Wykonanie
W
sumie to wcale się nie dziwię, że niektórzy nadal forsują teorię, że mieliśmy z
małpami wspólnego przodka. Czasem tak sobie patrzę na innych… albo na siebie w lustrze i myślę, ale ze mnie „małpa”:)
Małpa niekoniecznie musi być zła…są te wredne dokuczliwe…są te zazdrosne…te zabawne…te zawistne… i te małpujące w celu udowodnienia sobie, że „też potrafię”…albo małpujące z chęci posiadania…w tym wypadku z chęci zjedzenia czegoś, co nam posmakowało.Ulla( www.kuchnianawzgórzu.pl) twój „
schab z pończoch” był tak dobry, że nie mogłam się oprzeć i zmałpowałam :)Trochę zmodyfikowałam dodatki zamiast
papryki była czerwona czubrica. Zrezygnowałam też z pończochy, bo ” moja druga połowa” groziła, że jeśli ważę się włożyć jego ukochane
mięsko do pończochy (chociażby i nowej) to on drugi kawałek włoży do swojej skarpety i wcale nie będzie to nowa skarpeta:)
Suma sumarum stanęło na sznurku i związaliśmy
schab sznurkiem spożywczym tak, jak
szynkę do wędzenia.
Składniki:1,2 kg
schabu wieprzowego(
loin of
pork),0,5 szklanki
cukru( 1/2 cup of suger),0,5 szklanki
soli( 1/2 cup of salt),2 łyżki suszonego
majeranku( 2 tbs of majoran),4 ząbki
czosnku( garlic),2 łyżki czubricy czerwonej( 2 tbs of savoury),sznurek( string to hang meat).

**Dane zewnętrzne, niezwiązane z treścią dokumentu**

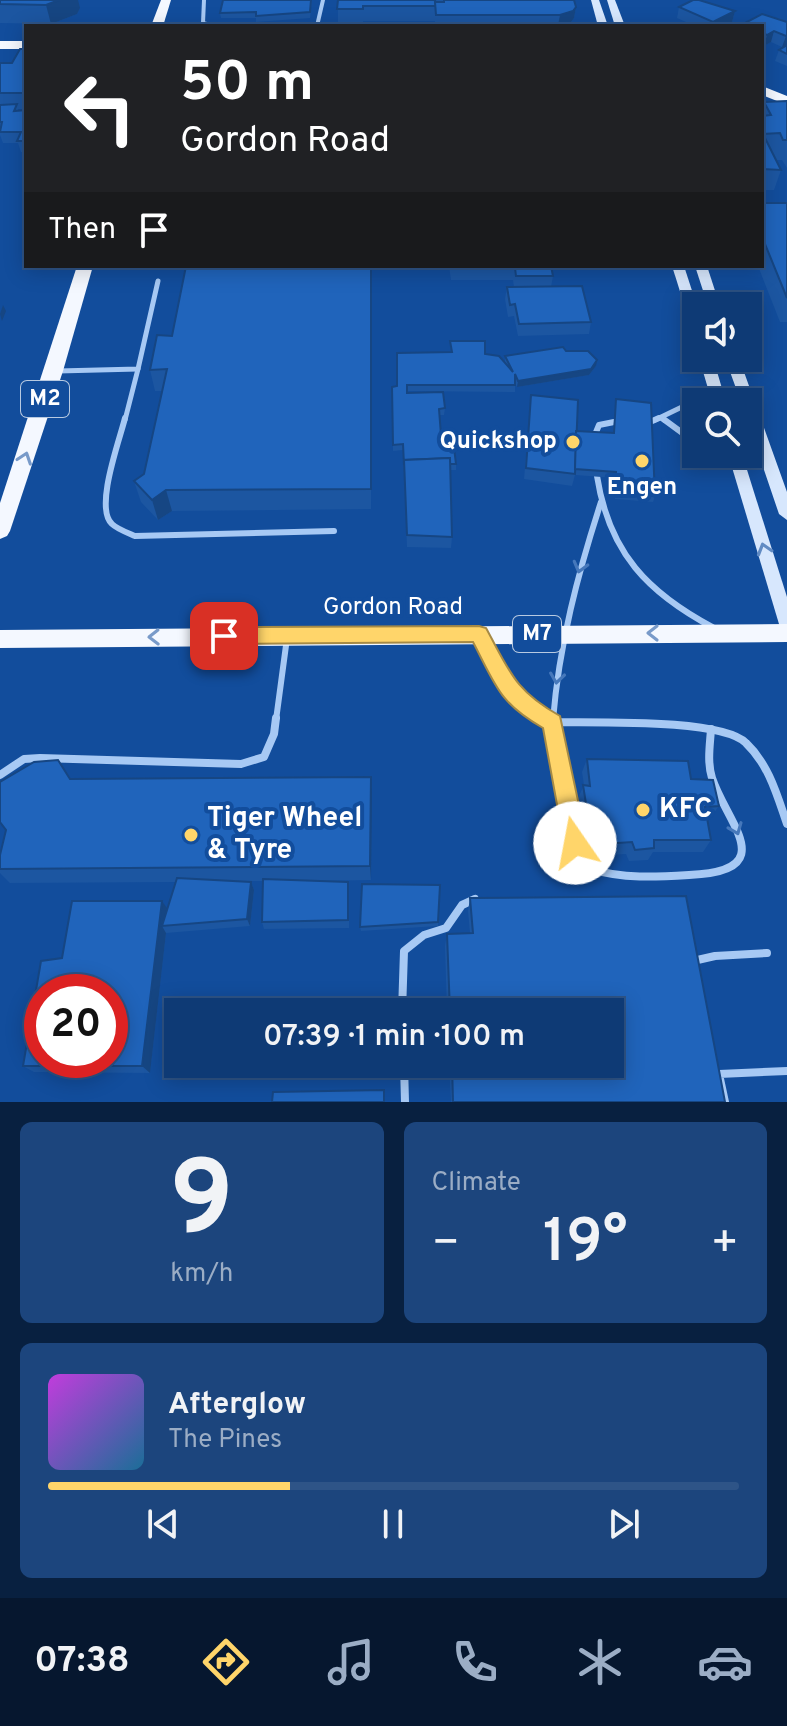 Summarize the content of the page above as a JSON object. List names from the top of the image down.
{
  "streets": {
    "main road": ["M2", "Gordon Road", "M7"]
  },
  "one_way": ["Gordon Road"],
  "places": [
    "Quickshop",
    "Engen",
    "KFC",
    "Tiger Wheel & Tyre"
  ],
  "page": {
    "turn": ["50 m", "Gordon Road"],
    "then": "Then",
    "limit": "20",
    "trip": "07:39 · 1 min · 100 m",
    "tile": [
      ["9", "km/h"],
      "Climate"
    ],
    "heat": ["−", "19°", "+"],
    "song": ["Afterglow", "The Pines"],
    "tabs": "07:38"
  }
} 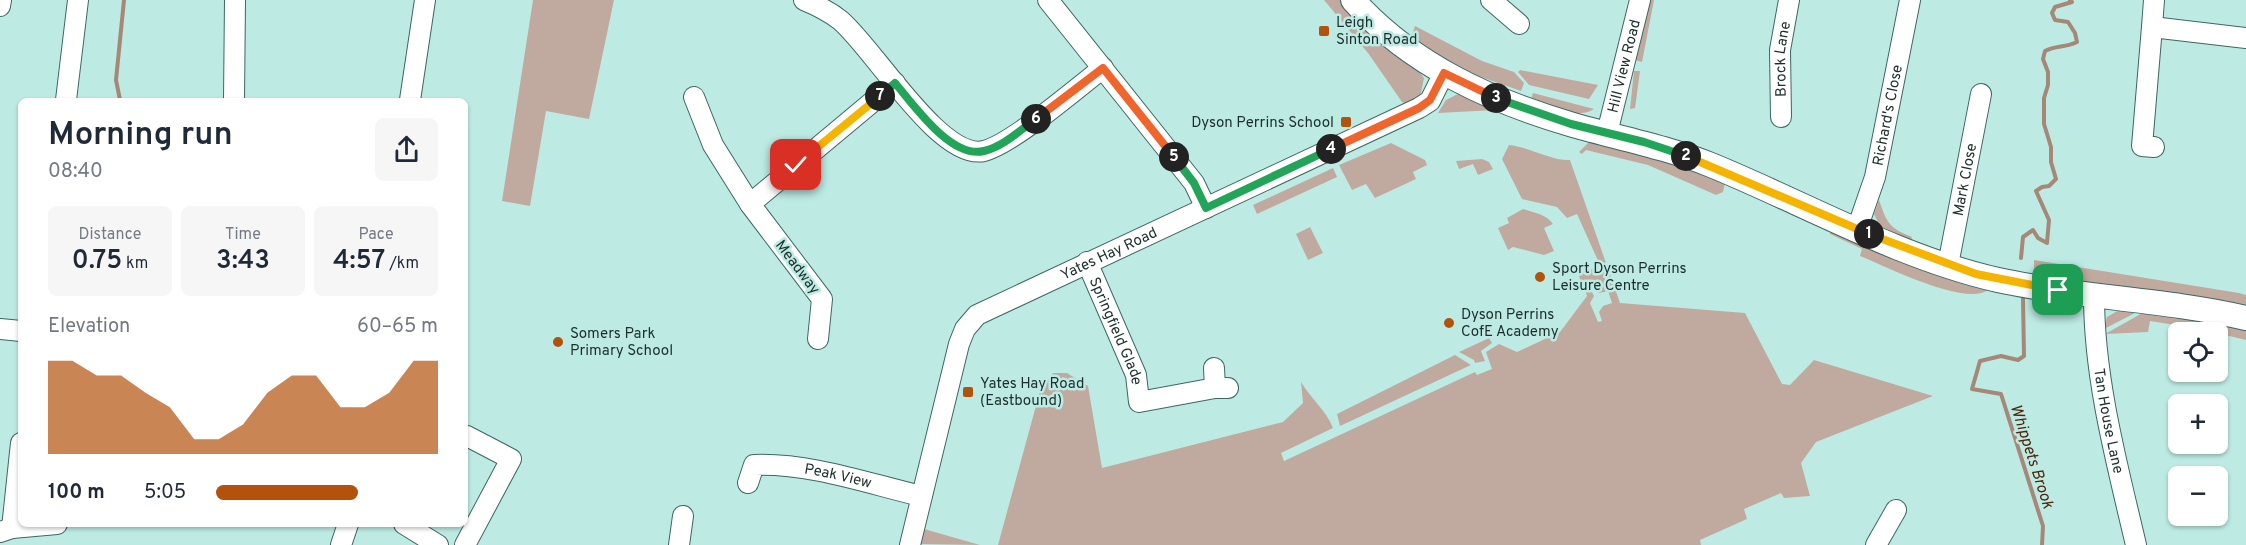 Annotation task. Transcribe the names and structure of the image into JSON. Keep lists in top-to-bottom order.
{
  "streets": {
    "street": [
      "Brock Lane",
      "Hill View Road",
      "Richard's Close",
      "Mark Close",
      "Yates Hay Road",
      "Meadway",
      "Springfield Glade",
      "Tan House Lane",
      "Peak View"
    ]
  },
  "crossings": [
    ["Yates Hay Road", "Springfield Glade"],
    ["Yates Hay Road", "Peak View"]
  ],
  "water": ["Whippets Brook"],
  "places": {
    "transit": ["Leigh Sinton Road", "Dyson Perrins School", "Yates Hay Road (Eastbound)"],
    "other": ["Sport Dyson Perrins Leisure Centre", "Dyson Perrins CofE Academy", "Somers Park Primary School"]
  },
  "page": {
    "pins": [
      "7",
      "3",
      "6",
      "4",
      "2",
      "5",
      "1"
    ],
    "heading": ["Morning run", "08:40"],
    "stats": [
      ["Distance", "0.75 km"],
      ["Time", "3:43"],
      ["Pace", "4:57 /km"]
    ],
    "chart": ["Elevation", "60–65 m"],
    "map_buttons": ["+", "−"],
    "list": [
      {
        "name": "100 m",
        "note": "5:05"
      }
    ]
  }
}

Schab dokładnie umyć i osuszyć. Obtoczyć w cukrze ze wszystkich stron. Ułożyć w głębokiej misce i wstawić do lodówki na jedną dobę. Od czasu do czasu wylewać
spod mięsa wodę. Następnego dnia
schab wymyć, poczekać jak obeschnie i natrzeć
solą. Cały kawałek ma być pokryty warstwą
soli. Włożyć do lodówki na 24 godziny. Po tym czasie
mięso po raz kolejny wymyć i osuszyć.
Czosnek zmiażdżyć w prasce a następnie wymieszać z
przyprawami. Wetrzeć ile się da w
mięso a resztą okleić
schab ze wszystkich stron. Odstawić do lodówki na kolejną dobę. Następnie powiązać
schab sznurkiem i powiesić w przewiewnym miejscu na 4 dni. U nas w kuchni na ścianie mąż przykręcił specjalną konstrukcję, na której wisiały 3 kawałki tak przygotowanego
mięsa. Zrobiło się coś w rodzaju „małej kapliczki” wszyscy nagle zapragnęli siedzieć naprzeciwko tej ściany… co poniektórzy twierdzili nawet, że to lepsze niż choinka:) Najwięcej problemu miałam z naszymi czworonożnymi domownikami.